- EXERCISE DIRECTIONS
Once the images are removed, repeat all of the entries exactly.

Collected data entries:
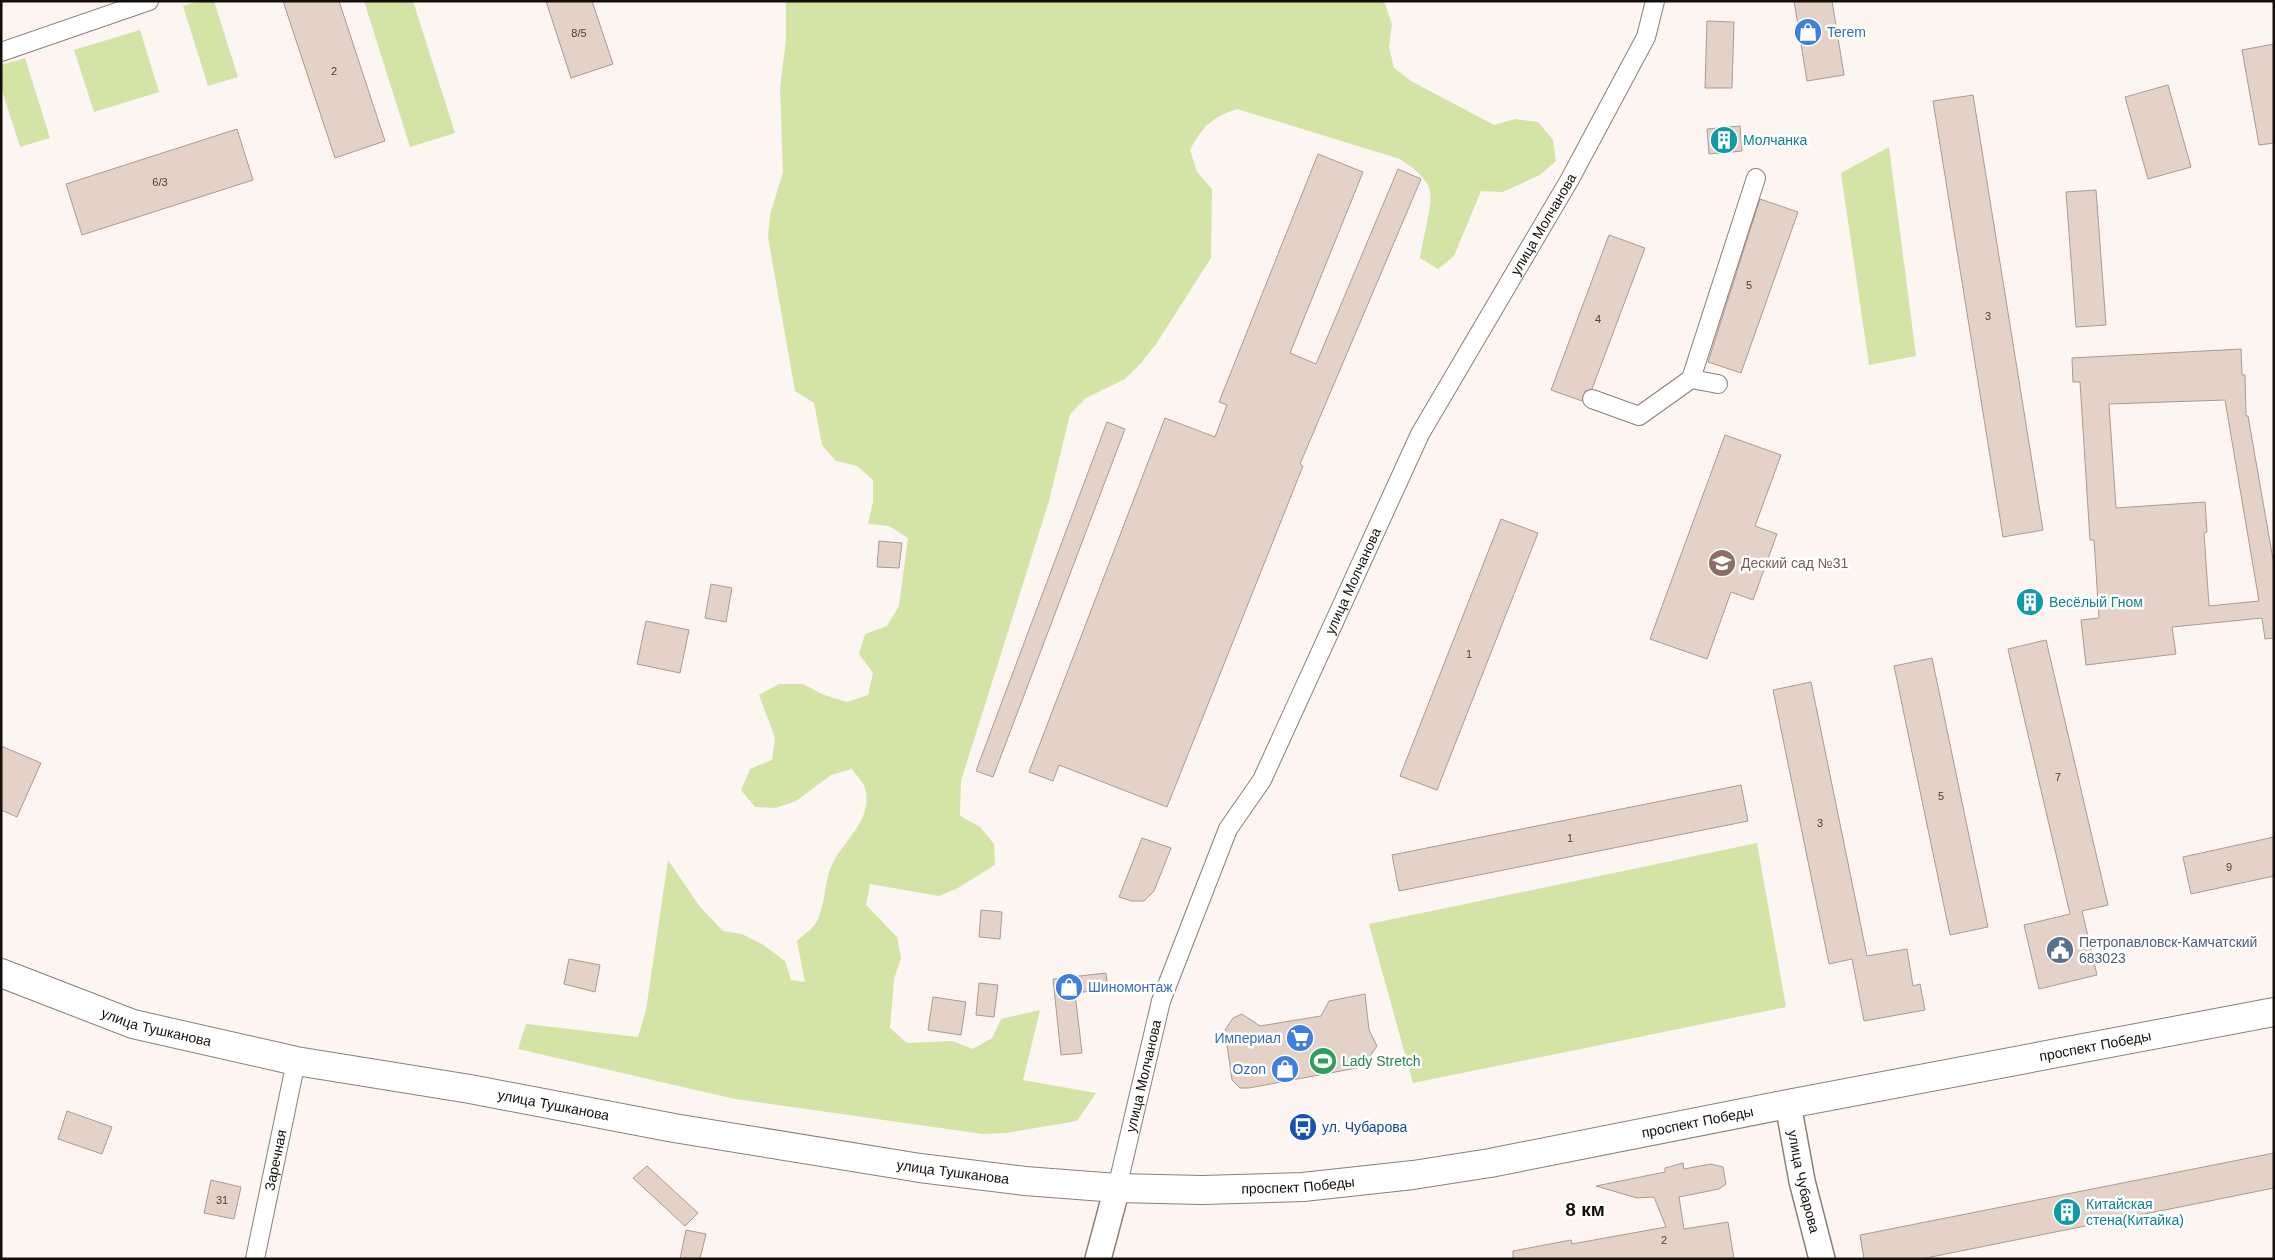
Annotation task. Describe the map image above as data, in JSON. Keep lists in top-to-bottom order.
{
  "streets": {
    "main road": ["улица Тушканова", "проспект Победы"],
    "street": ["улица Молчанова", "Заречная", "улица Чубарова"]
  },
  "crossings": [
    ["улица Молчанова", "улица Тушканова"],
    ["улица Молчанова", "проспект Победы"],
    ["улица Тушканова", "проспект Победы"],
    ["улица Тушканова", "Заречная"],
    ["проспект Победы", "улица Чубарова"]
  ],
  "districts": ["8 км"],
  "places": {
    "shop": ["Terem", "Шиномонтаж", "Ozon"],
    "building": ["Молчанка", "Весёлый Гном", "Китайская стена(Китайка)"],
    "school or university": ["Деский сад №31"],
    "public building": ["Петропавловск-Камчатский 683023"],
    "supermarket": ["Империал"],
    "sports": ["Lady Stretch"],
    "bus stop": ["ул. Чубарова"]
  },
  "house_numbers": [
    "8/5",
    "2",
    "6/3",
    "5",
    "3",
    "4",
    "1",
    "7",
    "5",
    "3",
    "1",
    "9",
    "31",
    "2"
  ]
}
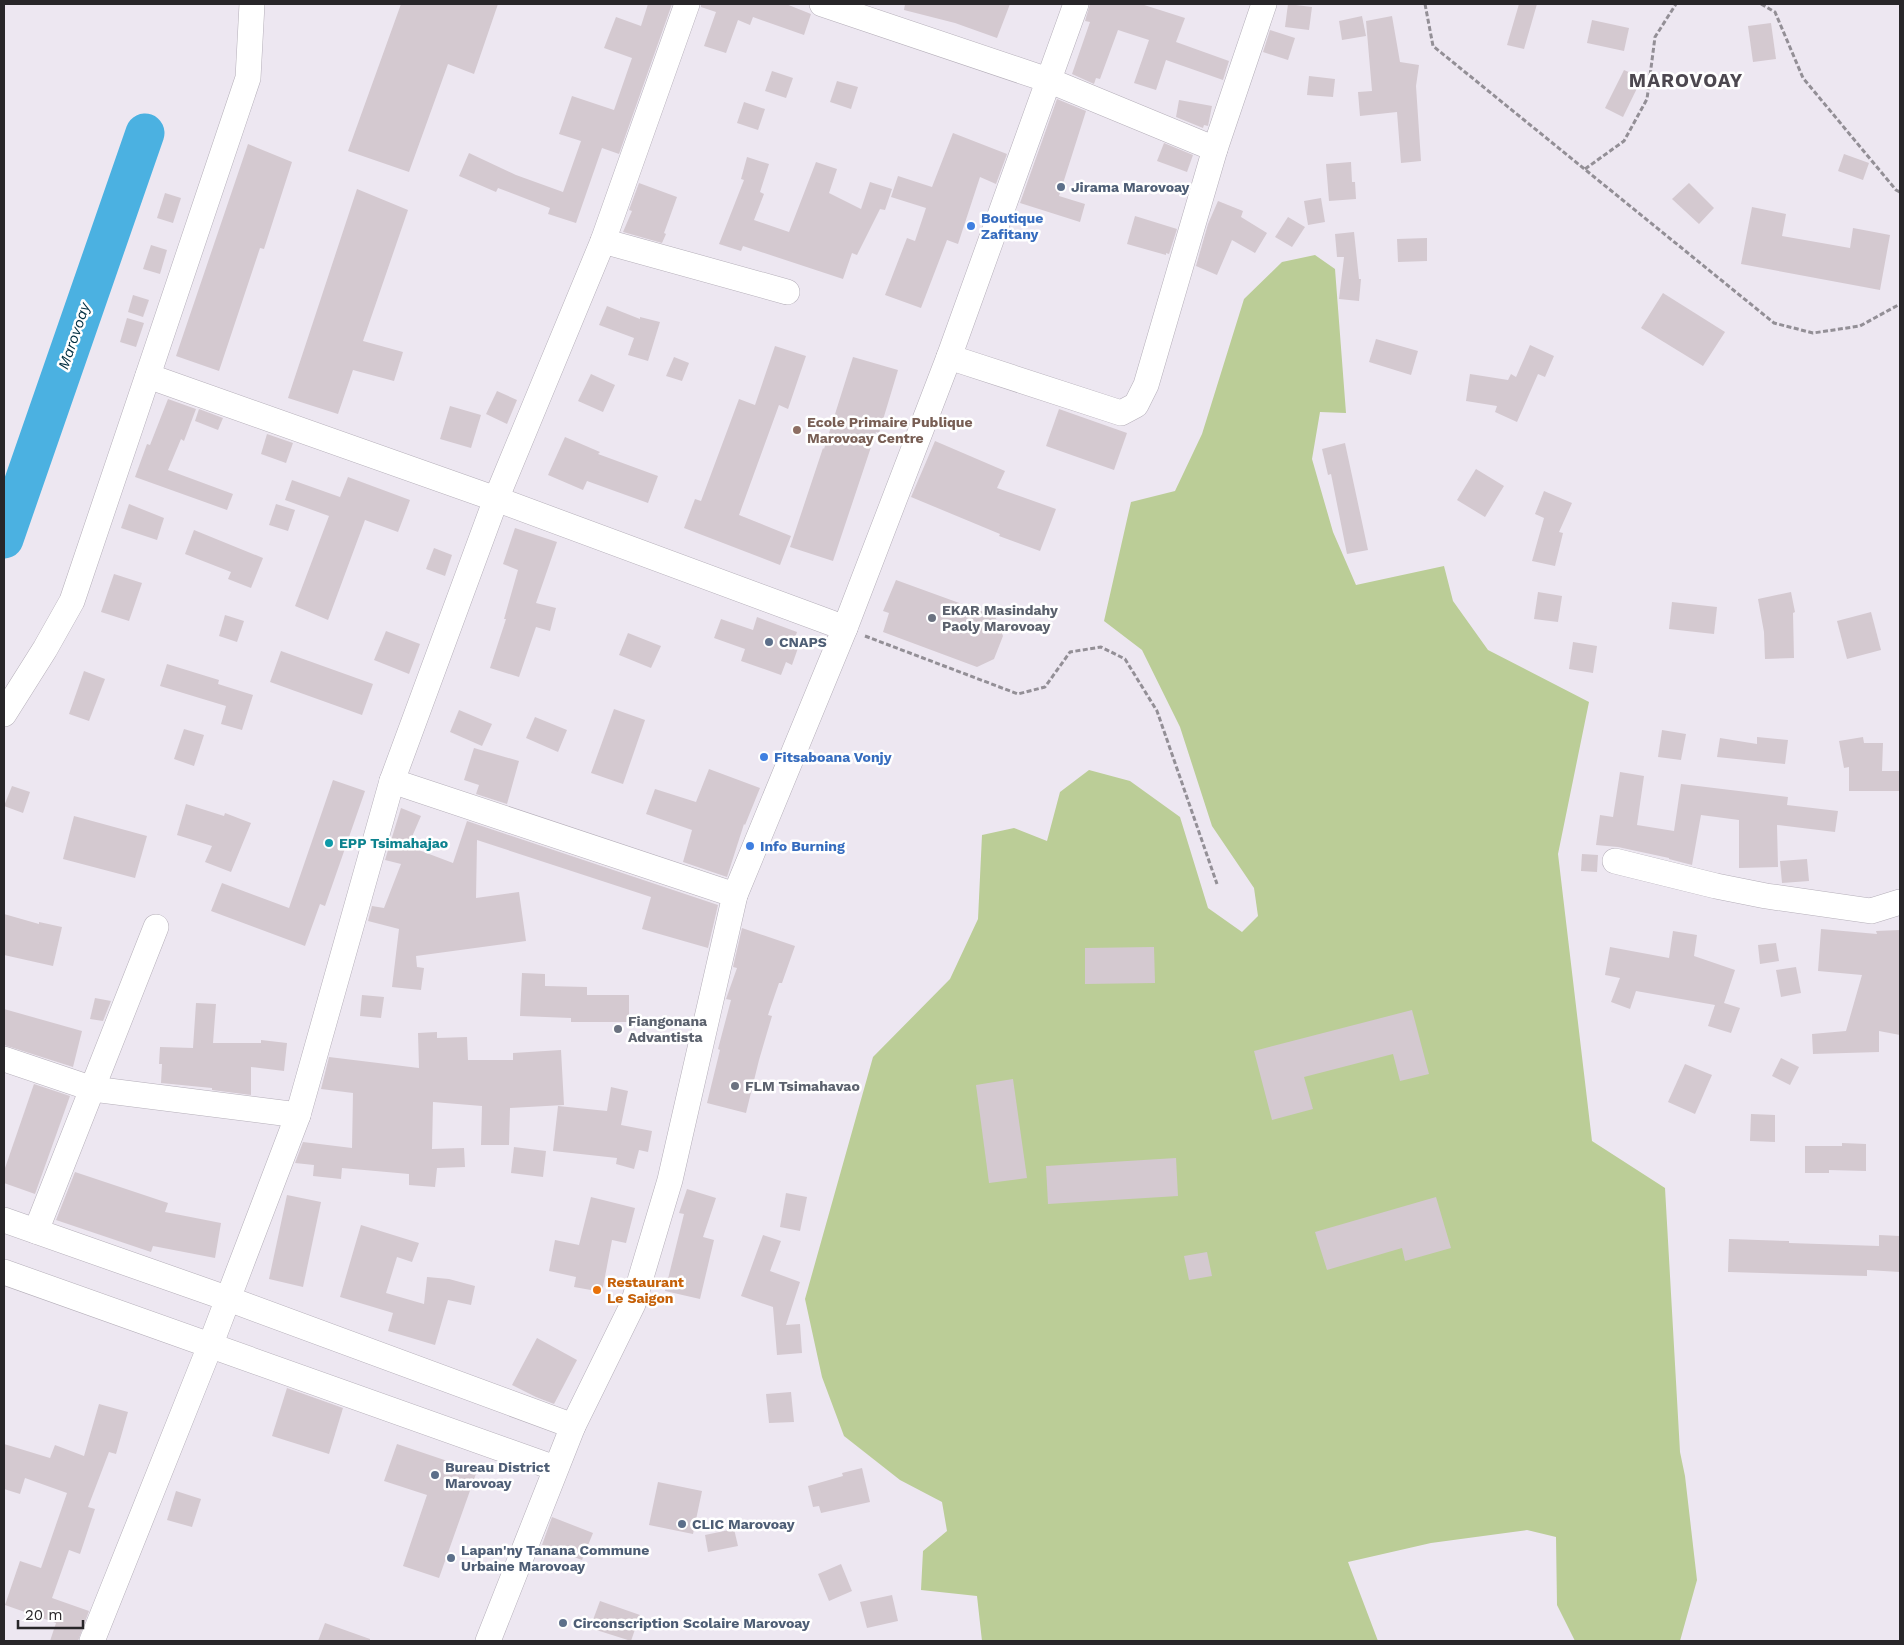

- SOLUTION TO THIS TASK
Annotation task. Describe the map image above as data, in JSON. Keep lists in top-to-bottom order.
{
  "streets": {
    "main road": ["улица Тушканова", "проспект Победы"],
    "street": ["улица Молчанова", "Заречная", "улица Чубарова"]
  },
  "crossings": [
    ["улица Молчанова", "улица Тушканова"],
    ["улица Молчанова", "проспект Победы"],
    ["улица Тушканова", "проспект Победы"],
    ["улица Тушканова", "Заречная"],
    ["проспект Победы", "улица Чубарова"]
  ],
  "districts": ["8 км"],
  "places": {
    "shop": ["Terem", "Шиномонтаж", "Ozon"],
    "building": ["Молчанка", "Весёлый Гном", "Китайская стена(Китайка)"],
    "school or university": ["Деский сад №31"],
    "public building": ["Петропавловск-Камчатский 683023"],
    "supermarket": ["Империал"],
    "sports": ["Lady Stretch"],
    "bus stop": ["ул. Чубарова"]
  },
  "house_numbers": [
    "8/5",
    "2",
    "6/3",
    "5",
    "3",
    "4",
    "1",
    "7",
    "5",
    "3",
    "1",
    "9",
    "31",
    "2"
  ]
}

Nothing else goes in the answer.